• **ACTIVITY**
Every line between the top of the data below and the line with "width:36px; height:36px; display:grid;", both ends included, must be retyped exactly.

• **RECORDS FOR THE EXERCISE**
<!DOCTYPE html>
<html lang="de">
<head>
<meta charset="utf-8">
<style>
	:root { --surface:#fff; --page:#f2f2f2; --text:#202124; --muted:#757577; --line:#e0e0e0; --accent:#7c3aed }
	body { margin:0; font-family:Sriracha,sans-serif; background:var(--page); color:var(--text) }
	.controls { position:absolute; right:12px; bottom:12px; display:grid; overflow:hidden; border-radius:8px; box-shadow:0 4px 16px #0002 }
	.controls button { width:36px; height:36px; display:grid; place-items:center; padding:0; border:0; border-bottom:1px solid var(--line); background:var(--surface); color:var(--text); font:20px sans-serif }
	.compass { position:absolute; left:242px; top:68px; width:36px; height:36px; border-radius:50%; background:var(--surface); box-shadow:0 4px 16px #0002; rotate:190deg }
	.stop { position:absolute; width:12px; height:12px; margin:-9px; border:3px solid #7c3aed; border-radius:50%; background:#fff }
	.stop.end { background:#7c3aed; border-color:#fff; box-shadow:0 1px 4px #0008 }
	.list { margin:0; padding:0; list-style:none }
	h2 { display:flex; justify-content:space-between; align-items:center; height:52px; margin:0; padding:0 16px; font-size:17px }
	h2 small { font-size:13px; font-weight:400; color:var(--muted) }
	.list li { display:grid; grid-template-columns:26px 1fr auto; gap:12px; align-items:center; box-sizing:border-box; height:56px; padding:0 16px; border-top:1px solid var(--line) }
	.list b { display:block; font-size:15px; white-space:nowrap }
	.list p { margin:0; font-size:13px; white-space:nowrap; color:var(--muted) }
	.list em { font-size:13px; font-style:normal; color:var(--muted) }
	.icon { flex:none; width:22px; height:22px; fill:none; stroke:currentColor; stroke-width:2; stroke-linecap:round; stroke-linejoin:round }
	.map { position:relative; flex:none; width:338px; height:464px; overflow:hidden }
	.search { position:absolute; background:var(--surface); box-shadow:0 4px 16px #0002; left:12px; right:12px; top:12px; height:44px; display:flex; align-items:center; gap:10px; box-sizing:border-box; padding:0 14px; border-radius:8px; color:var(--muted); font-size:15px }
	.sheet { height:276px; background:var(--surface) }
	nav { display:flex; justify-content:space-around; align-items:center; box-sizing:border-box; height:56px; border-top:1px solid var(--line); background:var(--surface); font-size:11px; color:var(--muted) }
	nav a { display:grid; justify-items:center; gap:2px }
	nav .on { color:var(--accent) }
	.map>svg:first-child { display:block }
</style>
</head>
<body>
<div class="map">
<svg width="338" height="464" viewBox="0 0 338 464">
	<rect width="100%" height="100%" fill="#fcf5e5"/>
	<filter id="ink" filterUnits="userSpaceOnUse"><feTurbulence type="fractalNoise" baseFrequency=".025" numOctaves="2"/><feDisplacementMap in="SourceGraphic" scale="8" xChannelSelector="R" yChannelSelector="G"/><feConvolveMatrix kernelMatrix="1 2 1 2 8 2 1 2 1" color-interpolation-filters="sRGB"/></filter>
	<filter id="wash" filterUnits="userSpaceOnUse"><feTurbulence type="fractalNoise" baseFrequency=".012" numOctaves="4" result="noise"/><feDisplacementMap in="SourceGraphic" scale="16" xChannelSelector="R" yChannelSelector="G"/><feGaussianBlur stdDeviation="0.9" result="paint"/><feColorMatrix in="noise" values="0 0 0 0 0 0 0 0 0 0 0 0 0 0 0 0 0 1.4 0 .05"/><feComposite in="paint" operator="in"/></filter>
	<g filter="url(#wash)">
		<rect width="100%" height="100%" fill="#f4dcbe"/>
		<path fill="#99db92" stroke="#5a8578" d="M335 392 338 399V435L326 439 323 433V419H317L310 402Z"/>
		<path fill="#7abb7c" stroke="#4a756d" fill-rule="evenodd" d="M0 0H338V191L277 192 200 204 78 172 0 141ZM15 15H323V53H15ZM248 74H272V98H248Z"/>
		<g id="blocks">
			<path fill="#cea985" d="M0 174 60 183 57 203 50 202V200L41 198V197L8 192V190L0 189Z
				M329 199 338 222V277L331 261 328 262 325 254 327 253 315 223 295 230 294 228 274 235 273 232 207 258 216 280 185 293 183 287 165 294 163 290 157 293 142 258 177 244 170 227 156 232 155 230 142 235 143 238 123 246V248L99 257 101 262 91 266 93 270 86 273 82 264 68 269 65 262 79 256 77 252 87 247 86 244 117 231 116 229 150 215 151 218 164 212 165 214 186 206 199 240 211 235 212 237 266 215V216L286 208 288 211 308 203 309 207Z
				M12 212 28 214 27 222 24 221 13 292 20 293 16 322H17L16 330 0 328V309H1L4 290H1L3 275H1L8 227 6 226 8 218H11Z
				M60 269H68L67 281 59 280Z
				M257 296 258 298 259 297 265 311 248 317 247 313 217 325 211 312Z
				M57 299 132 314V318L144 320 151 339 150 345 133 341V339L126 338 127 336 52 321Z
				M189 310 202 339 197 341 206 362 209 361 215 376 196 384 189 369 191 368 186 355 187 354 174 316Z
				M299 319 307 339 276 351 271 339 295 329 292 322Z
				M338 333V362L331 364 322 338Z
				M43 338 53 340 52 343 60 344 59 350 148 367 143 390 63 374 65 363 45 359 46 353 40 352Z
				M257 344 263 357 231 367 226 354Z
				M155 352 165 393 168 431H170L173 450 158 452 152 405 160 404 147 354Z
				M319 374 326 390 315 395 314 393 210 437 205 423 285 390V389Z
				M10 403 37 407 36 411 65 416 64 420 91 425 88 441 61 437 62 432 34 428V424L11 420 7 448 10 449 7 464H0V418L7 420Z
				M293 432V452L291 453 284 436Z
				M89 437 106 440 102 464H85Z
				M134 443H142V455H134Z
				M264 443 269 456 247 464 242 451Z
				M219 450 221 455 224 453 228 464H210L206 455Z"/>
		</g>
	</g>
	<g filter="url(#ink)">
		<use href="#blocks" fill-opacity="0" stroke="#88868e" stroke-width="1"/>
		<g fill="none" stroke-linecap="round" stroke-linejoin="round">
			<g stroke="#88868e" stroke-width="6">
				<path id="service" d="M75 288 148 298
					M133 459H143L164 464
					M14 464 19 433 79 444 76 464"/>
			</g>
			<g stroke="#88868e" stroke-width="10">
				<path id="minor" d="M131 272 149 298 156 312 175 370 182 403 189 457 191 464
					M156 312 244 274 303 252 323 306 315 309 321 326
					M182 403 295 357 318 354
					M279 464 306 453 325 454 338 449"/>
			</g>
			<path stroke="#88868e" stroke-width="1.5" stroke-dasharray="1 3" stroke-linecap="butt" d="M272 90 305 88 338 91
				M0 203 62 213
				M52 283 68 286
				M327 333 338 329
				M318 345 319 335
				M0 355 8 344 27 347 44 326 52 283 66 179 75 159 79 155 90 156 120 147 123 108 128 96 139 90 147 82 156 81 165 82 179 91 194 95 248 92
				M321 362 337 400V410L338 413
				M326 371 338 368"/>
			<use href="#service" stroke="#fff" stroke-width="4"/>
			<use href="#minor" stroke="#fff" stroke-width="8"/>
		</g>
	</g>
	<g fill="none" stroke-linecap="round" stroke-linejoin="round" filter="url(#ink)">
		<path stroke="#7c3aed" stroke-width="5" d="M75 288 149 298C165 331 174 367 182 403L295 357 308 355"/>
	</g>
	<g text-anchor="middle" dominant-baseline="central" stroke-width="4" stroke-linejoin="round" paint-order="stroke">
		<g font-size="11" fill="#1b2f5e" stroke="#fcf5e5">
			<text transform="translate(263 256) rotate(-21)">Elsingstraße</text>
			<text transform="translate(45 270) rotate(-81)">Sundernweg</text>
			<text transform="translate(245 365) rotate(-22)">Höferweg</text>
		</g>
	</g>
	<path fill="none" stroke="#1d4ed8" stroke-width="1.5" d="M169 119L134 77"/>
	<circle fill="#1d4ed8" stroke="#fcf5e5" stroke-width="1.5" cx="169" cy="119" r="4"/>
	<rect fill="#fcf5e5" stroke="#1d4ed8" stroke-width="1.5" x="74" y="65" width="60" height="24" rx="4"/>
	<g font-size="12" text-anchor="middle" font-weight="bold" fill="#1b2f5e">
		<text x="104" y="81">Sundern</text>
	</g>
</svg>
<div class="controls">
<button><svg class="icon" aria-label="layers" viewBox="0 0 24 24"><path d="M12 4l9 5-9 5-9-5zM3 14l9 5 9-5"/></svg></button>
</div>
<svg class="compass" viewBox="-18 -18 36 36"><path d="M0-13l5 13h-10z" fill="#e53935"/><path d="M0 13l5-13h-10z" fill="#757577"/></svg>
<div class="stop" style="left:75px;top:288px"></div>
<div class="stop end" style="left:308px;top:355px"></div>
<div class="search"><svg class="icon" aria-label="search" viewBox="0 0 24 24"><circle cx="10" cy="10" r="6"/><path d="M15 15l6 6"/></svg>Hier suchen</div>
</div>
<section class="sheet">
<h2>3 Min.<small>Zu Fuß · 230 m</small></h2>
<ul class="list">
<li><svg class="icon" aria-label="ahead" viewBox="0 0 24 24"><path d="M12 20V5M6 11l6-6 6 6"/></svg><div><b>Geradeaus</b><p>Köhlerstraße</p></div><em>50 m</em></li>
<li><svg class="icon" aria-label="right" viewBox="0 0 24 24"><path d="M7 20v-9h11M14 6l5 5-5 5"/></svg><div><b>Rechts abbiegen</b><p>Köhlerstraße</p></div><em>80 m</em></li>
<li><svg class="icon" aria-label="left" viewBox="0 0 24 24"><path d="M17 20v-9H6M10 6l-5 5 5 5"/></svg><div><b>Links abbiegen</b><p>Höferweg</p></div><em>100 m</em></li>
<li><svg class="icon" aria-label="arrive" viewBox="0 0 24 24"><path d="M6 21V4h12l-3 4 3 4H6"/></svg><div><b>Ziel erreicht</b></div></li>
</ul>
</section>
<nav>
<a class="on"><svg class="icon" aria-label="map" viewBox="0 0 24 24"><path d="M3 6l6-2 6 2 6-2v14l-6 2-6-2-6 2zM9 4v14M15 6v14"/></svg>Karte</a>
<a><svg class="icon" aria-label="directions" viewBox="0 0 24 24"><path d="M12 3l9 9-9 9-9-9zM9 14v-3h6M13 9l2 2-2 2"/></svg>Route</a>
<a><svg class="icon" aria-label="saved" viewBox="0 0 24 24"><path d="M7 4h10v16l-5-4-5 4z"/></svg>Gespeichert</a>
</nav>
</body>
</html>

• **RESULT**
<!DOCTYPE html>
<html lang="de">
<head>
<meta charset="utf-8">
<style>
	:root { --surface:#fff; --page:#f2f2f2; --text:#202124; --muted:#757577; --line:#e0e0e0; --accent:#7c3aed }
	body { margin:0; font-family:Sriracha,sans-serif; background:var(--page); color:var(--text) }
	.controls { position:absolute; right:12px; bottom:12px; display:grid; overflow:hidden; border-radius:8px; box-shadow:0 4px 16px #0002 }
	.controls button { width:36px; height:36px; display:grid; place-items:center; padding:0; border:0; border-bottom:1px solid var(--line); background:var(--surface); color:var(--text); font:20px sans-serif }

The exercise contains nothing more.